**What is needed:** The answer must be an exact copy of every record below.

**Provided information:**
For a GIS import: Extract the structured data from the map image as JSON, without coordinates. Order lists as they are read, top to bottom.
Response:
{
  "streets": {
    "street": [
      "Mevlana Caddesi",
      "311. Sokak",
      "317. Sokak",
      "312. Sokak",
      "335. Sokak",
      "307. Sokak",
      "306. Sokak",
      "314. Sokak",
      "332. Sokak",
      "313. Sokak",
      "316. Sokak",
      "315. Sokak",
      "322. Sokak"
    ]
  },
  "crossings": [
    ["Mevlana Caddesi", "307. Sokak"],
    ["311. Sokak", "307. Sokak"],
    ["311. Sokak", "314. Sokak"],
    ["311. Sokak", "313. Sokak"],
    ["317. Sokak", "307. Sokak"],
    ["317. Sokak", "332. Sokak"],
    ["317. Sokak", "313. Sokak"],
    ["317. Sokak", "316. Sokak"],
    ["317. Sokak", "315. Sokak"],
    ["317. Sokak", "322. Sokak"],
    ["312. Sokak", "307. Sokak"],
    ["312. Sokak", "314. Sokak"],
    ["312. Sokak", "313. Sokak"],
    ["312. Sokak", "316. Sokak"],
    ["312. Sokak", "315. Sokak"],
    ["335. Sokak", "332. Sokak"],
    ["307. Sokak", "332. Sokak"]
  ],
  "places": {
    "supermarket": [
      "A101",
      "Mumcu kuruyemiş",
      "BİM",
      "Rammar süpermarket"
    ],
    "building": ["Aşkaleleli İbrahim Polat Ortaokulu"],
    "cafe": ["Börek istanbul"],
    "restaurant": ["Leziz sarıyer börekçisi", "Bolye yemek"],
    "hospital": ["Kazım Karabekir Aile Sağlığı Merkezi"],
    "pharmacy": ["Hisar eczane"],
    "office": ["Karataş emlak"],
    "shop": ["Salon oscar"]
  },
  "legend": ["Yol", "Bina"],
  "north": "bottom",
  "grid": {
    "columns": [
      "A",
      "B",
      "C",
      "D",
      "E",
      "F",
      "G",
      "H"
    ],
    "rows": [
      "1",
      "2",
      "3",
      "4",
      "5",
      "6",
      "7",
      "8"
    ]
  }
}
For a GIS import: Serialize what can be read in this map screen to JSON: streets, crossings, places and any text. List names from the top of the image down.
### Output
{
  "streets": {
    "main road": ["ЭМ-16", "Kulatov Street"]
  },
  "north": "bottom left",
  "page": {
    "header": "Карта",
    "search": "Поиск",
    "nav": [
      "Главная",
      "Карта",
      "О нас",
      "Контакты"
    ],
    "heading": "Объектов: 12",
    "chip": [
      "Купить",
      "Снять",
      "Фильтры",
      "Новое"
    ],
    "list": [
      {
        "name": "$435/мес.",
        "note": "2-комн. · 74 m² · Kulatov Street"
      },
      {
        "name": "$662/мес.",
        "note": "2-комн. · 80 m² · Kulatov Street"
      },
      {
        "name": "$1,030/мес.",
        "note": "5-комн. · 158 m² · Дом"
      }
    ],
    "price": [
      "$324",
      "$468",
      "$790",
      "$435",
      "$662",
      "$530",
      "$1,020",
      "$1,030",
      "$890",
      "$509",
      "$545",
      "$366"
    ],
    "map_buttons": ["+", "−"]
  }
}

**Exercise answer:**
For a GIS import: Extract the structured data from the map image as JSON, without coordinates. Order lists as they are read, top to bottom.
Response:
{
  "streets": {
    "street": [
      "Mevlana Caddesi",
      "311. Sokak",
      "317. Sokak",
      "312. Sokak",
      "335. Sokak",
      "307. Sokak",
      "306. Sokak",
      "314. Sokak",
      "332. Sokak",
      "313. Sokak",
      "316. Sokak",
      "315. Sokak",
      "322. Sokak"
    ]
  },
  "crossings": [
    ["Mevlana Caddesi", "307. Sokak"],
    ["311. Sokak", "307. Sokak"],
    ["311. Sokak", "314. Sokak"],
    ["311. Sokak", "313. Sokak"],
    ["317. Sokak", "307. Sokak"],
    ["317. Sokak", "332. Sokak"],
    ["317. Sokak", "313. Sokak"],
    ["317. Sokak", "316. Sokak"],
    ["317. Sokak", "315. Sokak"],
    ["317. Sokak", "322. Sokak"],
    ["312. Sokak", "307. Sokak"],
    ["312. Sokak", "314. Sokak"],
    ["312. Sokak", "313. Sokak"],
    ["312. Sokak", "316. Sokak"],
    ["312. Sokak", "315. Sokak"],
    ["335. Sokak", "332. Sokak"],
    ["307. Sokak", "332. Sokak"]
  ],
  "places": {
    "supermarket": [
      "A101",
      "Mumcu kuruyemiş",
      "BİM",
      "Rammar süpermarket"
    ],
    "building": ["Aşkaleleli İbrahim Polat Ortaokulu"],
    "cafe": ["Börek istanbul"],
    "restaurant": ["Leziz sarıyer börekçisi", "Bolye yemek"],
    "hospital": ["Kazım Karabekir Aile Sağlığı Merkezi"],
    "pharmacy": ["Hisar eczane"],
    "office": ["Karataş emlak"],
    "shop": ["Salon oscar"]
  },
  "legend": ["Yol", "Bina"],
  "north": "bottom",
  "grid": {
    "columns": [
      "A",
      "B",
      "C",
      "D",
      "E",
      "F",
      "G",
      "H"
    ],
    "rows": [
      "1",
      "2",
      "3",
      "4",
      "5",
      "6",
      "7",
      "8"
    ]
  }
}
For a GIS import: Serialize what can be read in this map screen to JSON: streets, crossings, places and any text. List names from the top of the image down.
### Output
{
  "streets": {
    "main road": ["ЭМ-16", "Kulatov Street"]
  },
  "north": "bottom left",
  "page": {
    "header": "Карта",
    "search": "Поиск",
    "nav": [
      "Главная",
      "Карта",
      "О нас",
      "Контакты"
    ],
    "heading": "Объектов: 12",
    "chip": [
      "Купить",
      "Снять",
      "Фильтры",
      "Новое"
    ],
    "list": [
      {
        "name": "$435/мес.",
        "note": "2-комн. · 74 m² · Kulatov Street"
      },
      {
        "name": "$662/мес.",
        "note": "2-комн. · 80 m² · Kulatov Street"
      },
      {
        "name": "$1,030/мес.",
        "note": "5-комн. · 158 m² · Дом"
      }
    ],
    "price": [
      "$324",
      "$468",
      "$790",
      "$435",
      "$662",
      "$530",
      "$1,020",
      "$1,030",
      "$890",
      "$509",
      "$545",
      "$366"
    ],
    "map_buttons": ["+", "−"]
  }
}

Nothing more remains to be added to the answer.